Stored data
^^^^
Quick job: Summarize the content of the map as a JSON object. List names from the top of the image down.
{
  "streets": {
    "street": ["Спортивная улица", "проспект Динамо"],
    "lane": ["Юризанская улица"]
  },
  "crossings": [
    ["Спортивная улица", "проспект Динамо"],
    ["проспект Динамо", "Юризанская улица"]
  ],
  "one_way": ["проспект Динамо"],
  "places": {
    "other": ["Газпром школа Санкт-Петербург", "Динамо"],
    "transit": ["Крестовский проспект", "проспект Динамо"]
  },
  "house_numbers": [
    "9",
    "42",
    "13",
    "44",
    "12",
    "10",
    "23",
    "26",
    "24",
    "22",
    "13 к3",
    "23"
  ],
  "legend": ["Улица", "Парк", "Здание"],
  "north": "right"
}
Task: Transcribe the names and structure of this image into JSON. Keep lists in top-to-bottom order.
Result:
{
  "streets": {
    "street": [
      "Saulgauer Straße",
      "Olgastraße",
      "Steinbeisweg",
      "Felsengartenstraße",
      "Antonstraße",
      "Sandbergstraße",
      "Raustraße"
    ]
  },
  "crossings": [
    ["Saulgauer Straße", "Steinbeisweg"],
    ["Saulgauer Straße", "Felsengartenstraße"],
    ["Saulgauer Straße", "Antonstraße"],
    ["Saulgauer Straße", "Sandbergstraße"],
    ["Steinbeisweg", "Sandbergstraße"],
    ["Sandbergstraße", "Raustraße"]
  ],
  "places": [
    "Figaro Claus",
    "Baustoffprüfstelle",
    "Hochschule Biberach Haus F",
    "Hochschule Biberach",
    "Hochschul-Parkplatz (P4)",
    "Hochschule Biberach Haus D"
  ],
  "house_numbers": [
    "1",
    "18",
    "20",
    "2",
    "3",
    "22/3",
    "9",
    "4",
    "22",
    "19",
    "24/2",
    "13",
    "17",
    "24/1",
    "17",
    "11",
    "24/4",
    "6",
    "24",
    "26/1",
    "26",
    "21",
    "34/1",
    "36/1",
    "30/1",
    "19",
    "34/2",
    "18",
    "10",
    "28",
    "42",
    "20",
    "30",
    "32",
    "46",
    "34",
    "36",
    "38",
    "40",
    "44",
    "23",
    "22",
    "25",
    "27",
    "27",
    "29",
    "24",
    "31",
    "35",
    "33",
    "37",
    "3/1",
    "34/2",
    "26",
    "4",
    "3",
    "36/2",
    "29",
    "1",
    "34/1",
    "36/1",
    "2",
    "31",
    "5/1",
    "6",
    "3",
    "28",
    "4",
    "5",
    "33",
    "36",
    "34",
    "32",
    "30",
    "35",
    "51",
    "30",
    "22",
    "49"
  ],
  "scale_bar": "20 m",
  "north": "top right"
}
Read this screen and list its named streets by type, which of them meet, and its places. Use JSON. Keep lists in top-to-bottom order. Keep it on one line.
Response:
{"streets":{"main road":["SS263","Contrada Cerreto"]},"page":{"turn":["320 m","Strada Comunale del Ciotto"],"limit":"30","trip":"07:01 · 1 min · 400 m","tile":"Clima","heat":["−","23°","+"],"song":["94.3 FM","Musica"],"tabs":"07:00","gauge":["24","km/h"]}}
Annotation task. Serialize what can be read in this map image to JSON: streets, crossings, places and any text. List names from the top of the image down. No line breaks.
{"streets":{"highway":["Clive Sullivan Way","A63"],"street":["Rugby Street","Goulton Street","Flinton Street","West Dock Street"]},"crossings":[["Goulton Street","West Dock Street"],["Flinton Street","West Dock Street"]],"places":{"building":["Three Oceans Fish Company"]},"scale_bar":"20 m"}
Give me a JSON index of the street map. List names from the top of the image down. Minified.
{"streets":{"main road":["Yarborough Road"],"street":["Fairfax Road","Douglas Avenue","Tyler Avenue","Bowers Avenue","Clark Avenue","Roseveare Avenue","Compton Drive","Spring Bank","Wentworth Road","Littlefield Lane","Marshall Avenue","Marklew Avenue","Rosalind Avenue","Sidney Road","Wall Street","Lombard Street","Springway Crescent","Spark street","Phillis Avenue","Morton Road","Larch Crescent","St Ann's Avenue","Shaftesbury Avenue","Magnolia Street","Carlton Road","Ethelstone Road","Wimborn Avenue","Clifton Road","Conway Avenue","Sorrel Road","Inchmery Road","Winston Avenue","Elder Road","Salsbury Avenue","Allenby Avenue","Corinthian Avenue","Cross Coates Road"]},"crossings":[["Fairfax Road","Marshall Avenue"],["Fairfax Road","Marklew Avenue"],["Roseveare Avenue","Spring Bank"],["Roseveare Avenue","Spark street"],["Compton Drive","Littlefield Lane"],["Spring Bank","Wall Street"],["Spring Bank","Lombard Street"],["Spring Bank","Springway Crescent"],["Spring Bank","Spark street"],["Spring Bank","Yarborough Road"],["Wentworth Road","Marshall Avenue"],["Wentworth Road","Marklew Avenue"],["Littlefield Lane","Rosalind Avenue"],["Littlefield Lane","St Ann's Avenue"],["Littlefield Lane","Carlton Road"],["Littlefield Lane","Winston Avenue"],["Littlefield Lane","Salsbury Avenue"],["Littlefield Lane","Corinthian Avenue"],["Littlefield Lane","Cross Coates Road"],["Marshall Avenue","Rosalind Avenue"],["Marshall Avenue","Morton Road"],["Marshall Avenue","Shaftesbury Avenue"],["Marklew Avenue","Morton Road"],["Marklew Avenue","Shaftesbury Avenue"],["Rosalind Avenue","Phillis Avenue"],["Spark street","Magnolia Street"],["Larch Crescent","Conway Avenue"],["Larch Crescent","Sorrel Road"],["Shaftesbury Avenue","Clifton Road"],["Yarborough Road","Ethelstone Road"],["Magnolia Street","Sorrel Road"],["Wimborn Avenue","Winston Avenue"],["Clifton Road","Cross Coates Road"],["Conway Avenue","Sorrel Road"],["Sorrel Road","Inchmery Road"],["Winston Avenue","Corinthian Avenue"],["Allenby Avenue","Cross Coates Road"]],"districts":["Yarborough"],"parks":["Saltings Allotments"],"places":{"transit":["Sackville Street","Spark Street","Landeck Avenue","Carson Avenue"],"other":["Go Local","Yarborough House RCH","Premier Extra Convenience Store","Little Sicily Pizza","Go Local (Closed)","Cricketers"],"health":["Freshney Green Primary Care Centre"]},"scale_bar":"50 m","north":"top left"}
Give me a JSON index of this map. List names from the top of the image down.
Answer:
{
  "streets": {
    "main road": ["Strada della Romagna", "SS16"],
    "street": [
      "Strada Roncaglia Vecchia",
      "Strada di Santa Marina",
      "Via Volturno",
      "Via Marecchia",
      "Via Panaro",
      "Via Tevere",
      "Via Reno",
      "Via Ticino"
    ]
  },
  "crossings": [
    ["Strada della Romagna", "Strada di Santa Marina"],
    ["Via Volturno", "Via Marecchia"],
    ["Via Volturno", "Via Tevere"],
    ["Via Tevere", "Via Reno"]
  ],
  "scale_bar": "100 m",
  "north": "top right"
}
^^^^
- ABOUT THIS EXERCISE
Exactly reproduce the entries in their entirety.

- OUTPUT OF THE TASK
Quick job: Summarize the content of the map as a JSON object. List names from the top of the image down.
{
  "streets": {
    "street": ["Спортивная улица", "проспект Динамо"],
    "lane": ["Юризанская улица"]
  },
  "crossings": [
    ["Спортивная улица", "проспект Динамо"],
    ["проспект Динамо", "Юризанская улица"]
  ],
  "one_way": ["проспект Динамо"],
  "places": {
    "other": ["Газпром школа Санкт-Петербург", "Динамо"],
    "transit": ["Крестовский проспект", "проспект Динамо"]
  },
  "house_numbers": [
    "9",
    "42",
    "13",
    "44",
    "12",
    "10",
    "23",
    "26",
    "24",
    "22",
    "13 к3",
    "23"
  ],
  "legend": ["Улица", "Парк", "Здание"],
  "north": "right"
}
Task: Transcribe the names and structure of this image into JSON. Keep lists in top-to-bottom order.
Result:
{
  "streets": {
    "street": [
      "Saulgauer Straße",
      "Olgastraße",
      "Steinbeisweg",
      "Felsengartenstraße",
      "Antonstraße",
      "Sandbergstraße",
      "Raustraße"
    ]
  },
  "crossings": [
    ["Saulgauer Straße", "Steinbeisweg"],
    ["Saulgauer Straße", "Felsengartenstraße"],
    ["Saulgauer Straße", "Antonstraße"],
    ["Saulgauer Straße", "Sandbergstraße"],
    ["Steinbeisweg", "Sandbergstraße"],
    ["Sandbergstraße", "Raustraße"]
  ],
  "places": [
    "Figaro Claus",
    "Baustoffprüfstelle",
    "Hochschule Biberach Haus F",
    "Hochschule Biberach",
    "Hochschul-Parkplatz (P4)",
    "Hochschule Biberach Haus D"
  ],
  "house_numbers": [
    "1",
    "18",
    "20",
    "2",
    "3",
    "22/3",
    "9",
    "4",
    "22",
    "19",
    "24/2",
    "13",
    "17",
    "24/1",
    "17",
    "11",
    "24/4",
    "6",
    "24",
    "26/1",
    "26",
    "21",
    "34/1",
    "36/1",
    "30/1",
    "19",
    "34/2",
    "18",
    "10",
    "28",
    "42",
    "20",
    "30",
    "32",
    "46",
    "34",
    "36",
    "38",
    "40",
    "44",
    "23",
    "22",
    "25",
    "27",
    "27",
    "29",
    "24",
    "31",
    "35",
    "33",
    "37",
    "3/1",
    "34/2",
    "26",
    "4",
    "3",
    "36/2",
    "29",
    "1",
    "34/1",
    "36/1",
    "2",
    "31",
    "5/1",
    "6",
    "3",
    "28",
    "4",
    "5",
    "33",
    "36",
    "34",
    "32",
    "30",
    "35",
    "51",
    "30",
    "22",
    "49"
  ],
  "scale_bar": "20 m",
  "north": "top right"
}
Read this screen and list its named streets by type, which of them meet, and its places. Use JSON. Keep lists in top-to-bottom order. Keep it on one line.
Response:
{"streets":{"main road":["SS263","Contrada Cerreto"]},"page":{"turn":["320 m","Strada Comunale del Ciotto"],"limit":"30","trip":"07:01 · 1 min · 400 m","tile":"Clima","heat":["−","23°","+"],"song":["94.3 FM","Musica"],"tabs":"07:00","gauge":["24","km/h"]}}
Annotation task. Serialize what can be read in this map image to JSON: streets, crossings, places and any text. List names from the top of the image down. No line breaks.
{"streets":{"highway":["Clive Sullivan Way","A63"],"street":["Rugby Street","Goulton Street","Flinton Street","West Dock Street"]},"crossings":[["Goulton Street","West Dock Street"],["Flinton Street","West Dock Street"]],"places":{"building":["Three Oceans Fish Company"]},"scale_bar":"20 m"}
Give me a JSON index of the street map. List names from the top of the image down. Minified.
{"streets":{"main road":["Yarborough Road"],"street":["Fairfax Road","Douglas Avenue","Tyler Avenue","Bowers Avenue","Clark Avenue","Roseveare Avenue","Compton Drive","Spring Bank","Wentworth Road","Littlefield Lane","Marshall Avenue","Marklew Avenue","Rosalind Avenue","Sidney Road","Wall Street","Lombard Street","Springway Crescent","Spark street","Phillis Avenue","Morton Road","Larch Crescent","St Ann's Avenue","Shaftesbury Avenue","Magnolia Street","Carlton Road","Ethelstone Road","Wimborn Avenue","Clifton Road","Conway Avenue","Sorrel Road","Inchmery Road","Winston Avenue","Elder Road","Salsbury Avenue","Allenby Avenue","Corinthian Avenue","Cross Coates Road"]},"crossings":[["Fairfax Road","Marshall Avenue"],["Fairfax Road","Marklew Avenue"],["Roseveare Avenue","Spring Bank"],["Roseveare Avenue","Spark street"],["Compton Drive","Littlefield Lane"],["Spring Bank","Wall Street"],["Spring Bank","Lombard Street"],["Spring Bank","Springway Crescent"],["Spring Bank","Spark street"],["Spring Bank","Yarborough Road"],["Wentworth Road","Marshall Avenue"],["Wentworth Road","Marklew Avenue"],["Littlefield Lane","Rosalind Avenue"],["Littlefield Lane","St Ann's Avenue"],["Littlefield Lane","Carlton Road"],["Littlefield Lane","Winston Avenue"],["Littlefield Lane","Salsbury Avenue"],["Littlefield Lane","Corinthian Avenue"],["Littlefield Lane","Cross Coates Road"],["Marshall Avenue","Rosalind Avenue"],["Marshall Avenue","Morton Road"],["Marshall Avenue","Shaftesbury Avenue"],["Marklew Avenue","Morton Road"],["Marklew Avenue","Shaftesbury Avenue"],["Rosalind Avenue","Phillis Avenue"],["Spark street","Magnolia Street"],["Larch Crescent","Conway Avenue"],["Larch Crescent","Sorrel Road"],["Shaftesbury Avenue","Clifton Road"],["Yarborough Road","Ethelstone Road"],["Magnolia Street","Sorrel Road"],["Wimborn Avenue","Winston Avenue"],["Clifton Road","Cross Coates Road"],["Conway Avenue","Sorrel Road"],["Sorrel Road","Inchmery Road"],["Winston Avenue","Corinthian Avenue"],["Allenby Avenue","Cross Coates Road"]],"districts":["Yarborough"],"parks":["Saltings Allotments"],"places":{"transit":["Sackville Street","Spark Street","Landeck Avenue","Carson Avenue"],"other":["Go Local","Yarborough House RCH","Premier Extra Convenience Store","Little Sicily Pizza","Go Local (Closed)","Cricketers"],"health":["Freshney Green Primary Care Centre"]},"scale_bar":"50 m","north":"top left"}
Give me a JSON index of this map. List names from the top of the image down.
Answer:
{
  "streets": {
    "main road": ["Strada della Romagna", "SS16"],
    "street": [
      "Strada Roncaglia Vecchia",
      "Strada di Santa Marina",
      "Via Volturno",
      "Via Marecchia",
      "Via Panaro",
      "Via Tevere",
      "Via Reno",
      "Via Ticino"
    ]
  },
  "crossings": [
    ["Strada della Romagna", "Strada di Santa Marina"],
    ["Via Volturno", "Via Marecchia"],
    ["Via Volturno", "Via Tevere"],
    ["Via Tevere", "Via Reno"]
  ],
  "scale_bar": "100 m",
  "north": "top right"
}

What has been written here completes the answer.